Your instructions.
The entries follow. Copy every line in which "text" appears.

[Stored data entries]

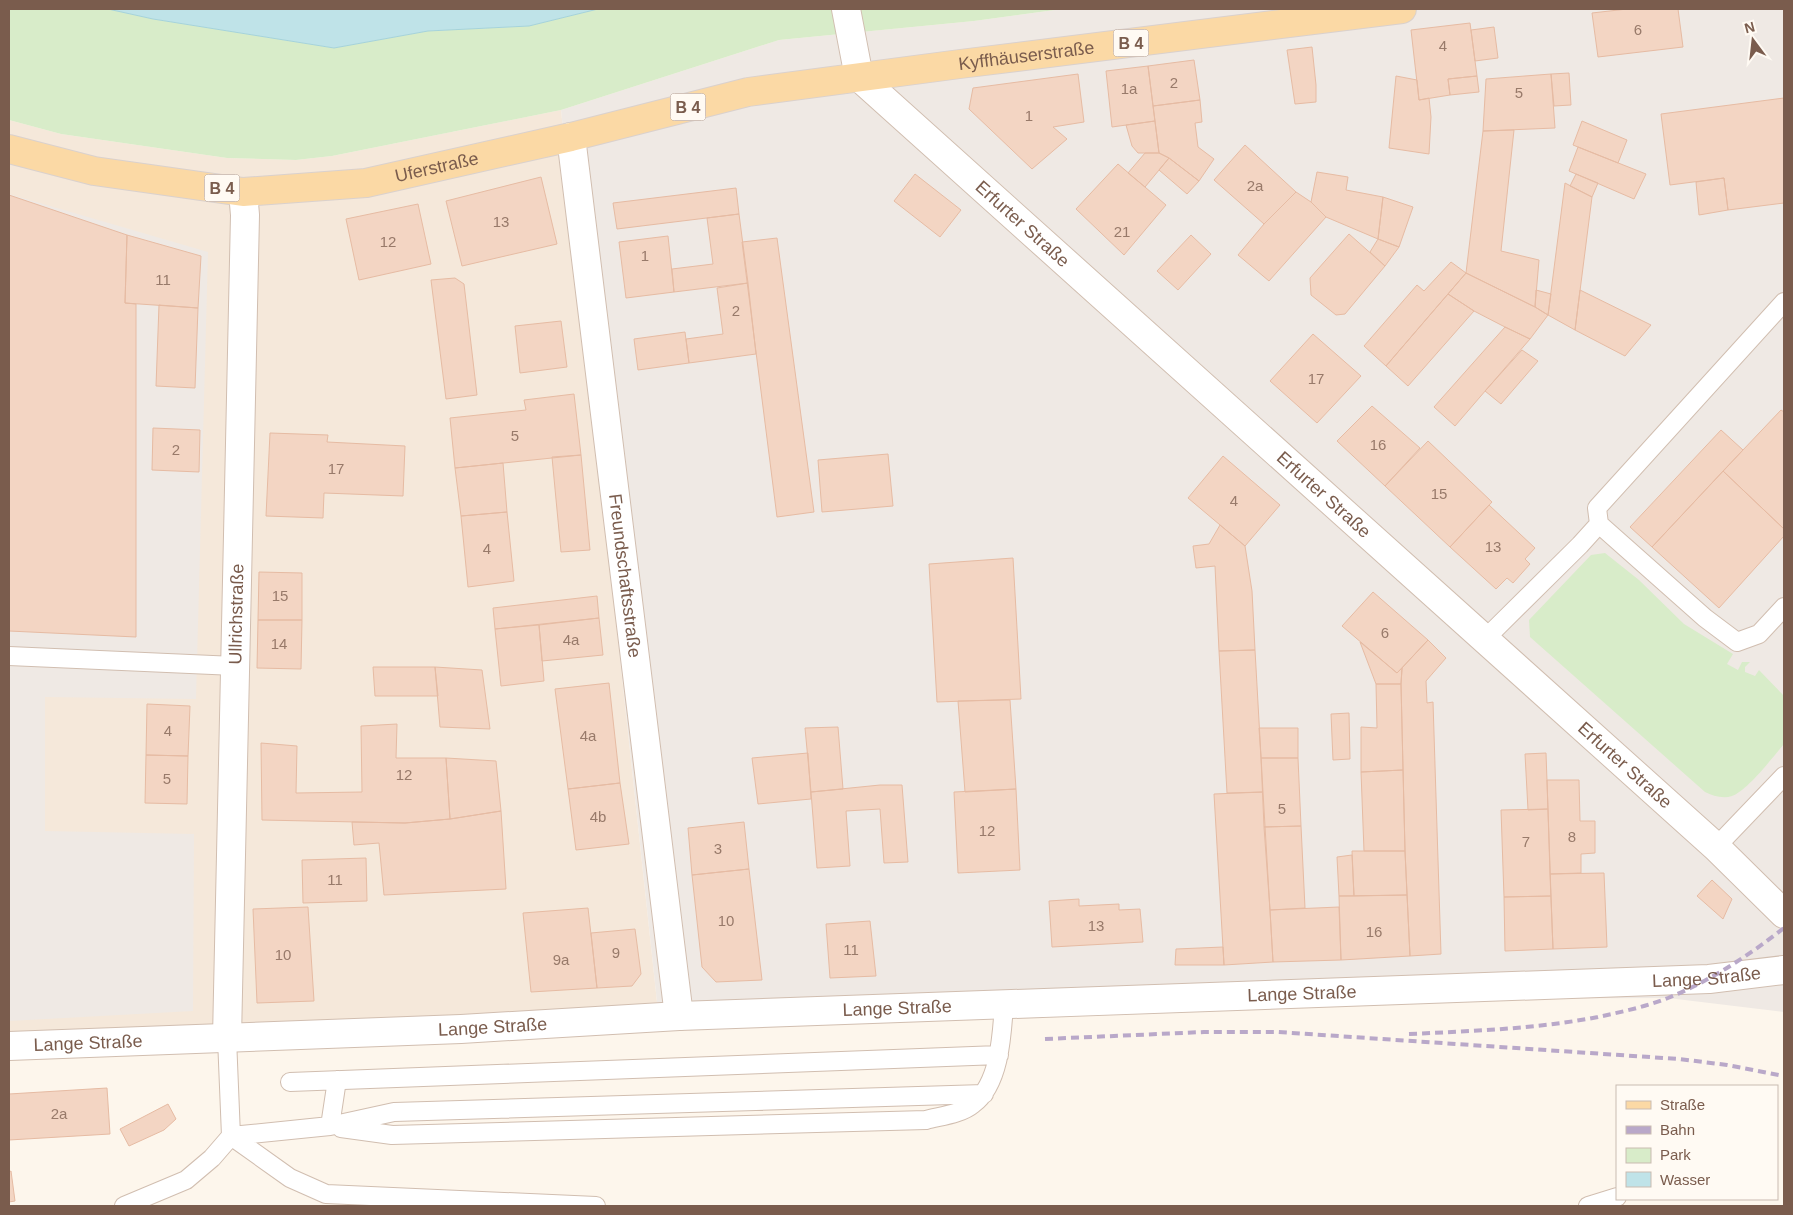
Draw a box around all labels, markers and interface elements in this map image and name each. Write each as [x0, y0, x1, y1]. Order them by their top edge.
north arrow [1728, 15, 1778, 65]
text: N [1743, 18, 1757, 36]
house number: 6 [1634, 21, 1642, 38]
road number: B 4 [1114, 29, 1148, 56]
street label: Kyffhäuserstraße [957, 37, 1095, 74]
house number: 4 [1439, 37, 1447, 54]
house number: 2 [1170, 74, 1178, 91]
house number: 1a [1121, 80, 1138, 97]
house number: 5 [1515, 84, 1523, 101]
road number: B 4 [670, 94, 706, 120]
house number: 1 [1025, 107, 1033, 124]
street label: Uferstraße [393, 148, 480, 186]
road number: B 4 [204, 174, 240, 202]
street label: Erfurter Straße [971, 177, 1073, 271]
house number: 2a [1247, 177, 1264, 194]
house number: 13 [493, 213, 509, 230]
house number: 21 [1114, 223, 1130, 240]
house number: 12 [380, 233, 396, 250]
house number: 1 [641, 247, 649, 264]
house number: 11 [155, 271, 171, 288]
house number: 2 [732, 302, 740, 319]
house number: 17 [1308, 370, 1324, 387]
house number: 5 [511, 427, 519, 444]
house number: 16 [1370, 436, 1386, 453]
house number: 2 [172, 441, 180, 458]
street label: Erfurter Straße [1273, 447, 1375, 542]
house number: 17 [328, 460, 344, 477]
house number: 15 [1431, 485, 1447, 502]
house number: 4 [1230, 492, 1238, 509]
street label: Freundschaftsstraße [605, 493, 645, 659]
house number: 13 [1485, 538, 1501, 555]
house number: 4 [483, 540, 491, 557]
street label: Ullrichstraße [225, 563, 247, 665]
house number: 15 [272, 587, 288, 604]
house number: 6 [1381, 624, 1389, 641]
house number: 4a [563, 631, 580, 648]
house number: 14 [271, 635, 287, 652]
street label: Erfurter Straße [1574, 718, 1676, 812]
house number: 4 [164, 722, 172, 739]
house number: 4a [580, 727, 597, 744]
house number: 12 [396, 766, 412, 783]
house number: 5 [163, 770, 171, 787]
house number: 5 [1278, 800, 1286, 817]
house number: 4b [590, 808, 606, 825]
house number: 12 [979, 822, 995, 839]
house number: 8 [1568, 828, 1576, 845]
house number: 7 [1522, 833, 1530, 850]
house number: 3 [714, 840, 722, 857]
house number: 11 [327, 871, 343, 888]
house number: 10 [718, 912, 734, 929]
house number: 13 [1088, 917, 1104, 934]
house number: 16 [1366, 923, 1382, 940]
house number: 11 [843, 941, 859, 958]
house number: 9 [612, 944, 620, 961]
house number: 10 [275, 946, 291, 963]
house number: 9a [553, 951, 570, 968]
street label: Lange Straße [1652, 963, 1762, 991]
street label: Lange Straße [1247, 982, 1357, 1006]
street label: Lange Straße [842, 996, 952, 1020]
street label: Lange Straße [438, 1014, 548, 1040]
street label: Lange Straße [33, 1031, 143, 1055]
legend [1616, 1085, 1778, 1200]
text: Straße [1660, 1096, 1705, 1113]
house number: 2a [51, 1105, 68, 1122]
text: Bahn [1660, 1121, 1695, 1138]
text: Park [1660, 1146, 1691, 1163]
text: Wasser [1660, 1171, 1710, 1188]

Written response.
text: N [1743, 18, 1757, 36]
text: Straße [1660, 1096, 1705, 1113]
text: Bahn [1660, 1121, 1695, 1138]
text: Park [1660, 1146, 1691, 1163]
text: Wasser [1660, 1171, 1710, 1188]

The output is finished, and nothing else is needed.